Let’s Talk Fish: Assisting industry to understand and inform conversations about the sustainability of wild-catch fishing
Charles Sturt University (CSU) Bathurst
As already noted (see Background), substantive social research and industry and natural resource management experience has shown that public and stakeholder acceptance is very important for the success of primary industries like the wild-catch sector of the commercial fishing industry. Unproductive debates about sustainable development and ecosystem protection have increased, and projects, programs, or policies lacking greater social acceptability are unlikely to be implemented (Shindler et al 2004). Strong future economic, environmental and social performance of wild catch fisheries depends on productive three-way communications between the fishing industry, their stakeholders, and the wider public (see Figure 2). In order to achieve those conversations, however, we need greater understanding of what drives social acceptability and how it influences decision-making. This project was developed with reference to the research themes and priorities identified by the: • National Fishing and Aquaculture RD&E Strategy 2010 (pp 28-30) • FRDC RD&E Plan 2012-15 (pp 27, 28, 30; 32-33; 34-35; 37-38) • Social Sciences Research Coordination Program Plan 2009-2012 (p.5) The Strategy and Plans consistently identify the need for research that helps build mutual benefits and support between the fishing industry and its (national, regional, stakeholder) communities and that has explicit strategies for facilitating the adoption of research findings, thereby building industry capacity in the process. Our research will meet that need by: • Generating knowledge about the drivers of the wild-catch sector’s social acceptability and to what extent and how social acceptability influences resource access decision making processes; • Enhancing value of current and future communications approaches through provision of key messages and approaches that extend one-way provision of information to ways to build public trust; and • Possibly improving existing social acceptability benchmarks for the wild-catch sector.

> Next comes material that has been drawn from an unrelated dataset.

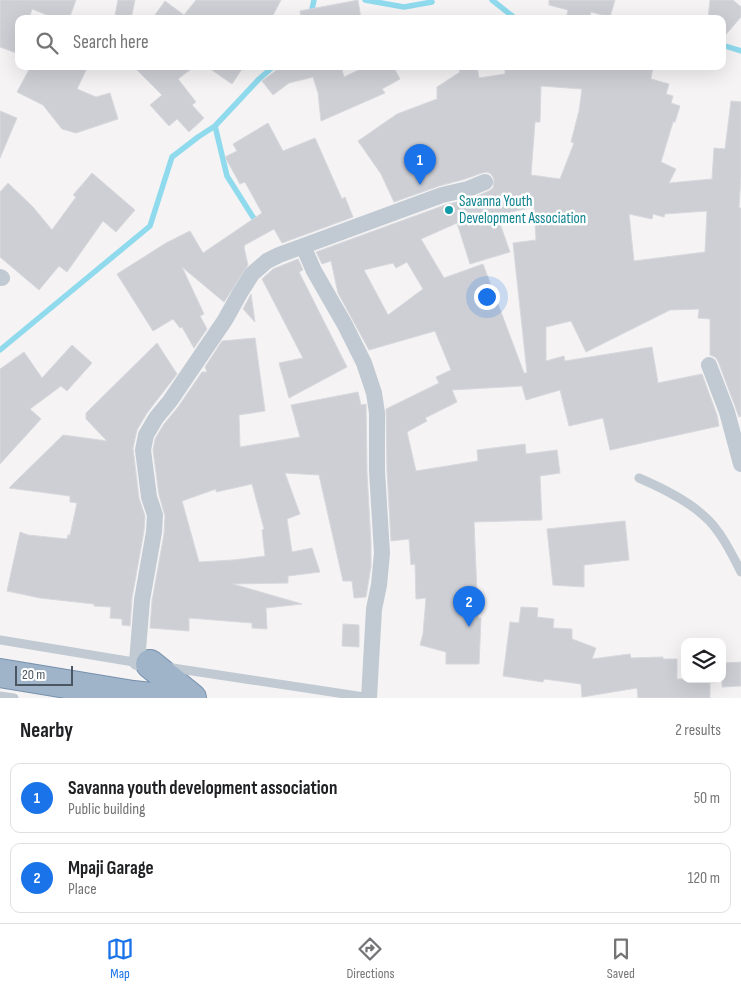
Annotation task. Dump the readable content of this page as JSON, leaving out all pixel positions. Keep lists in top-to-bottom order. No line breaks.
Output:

1. Obtain comprehensive and reliable knowledge about the basis for people’s (decision-makers, interest groups, general public) attitudes and behaviours towards the sustainability of wild catch fishing (and other primary) industries and the extent to which social acceptability influences resource access decisions;
2. Use interactive processes to share that information with the project’s primary audience (government decision makers (fisheries managers), fishing industry leaders, and the fisheries research/extension community) and help build industry capacity to: identify and understand the values, beliefs, attitudes and actions of the general public and other stakeholders; and select topics and identify strategies that will enable more effective engagement with those audiences.
3. Review current benchmarks of the social acceptance of wild-catch commercial fishing with a view to revising existing and/or identifying new indicators for widespread use in future time series comparisons.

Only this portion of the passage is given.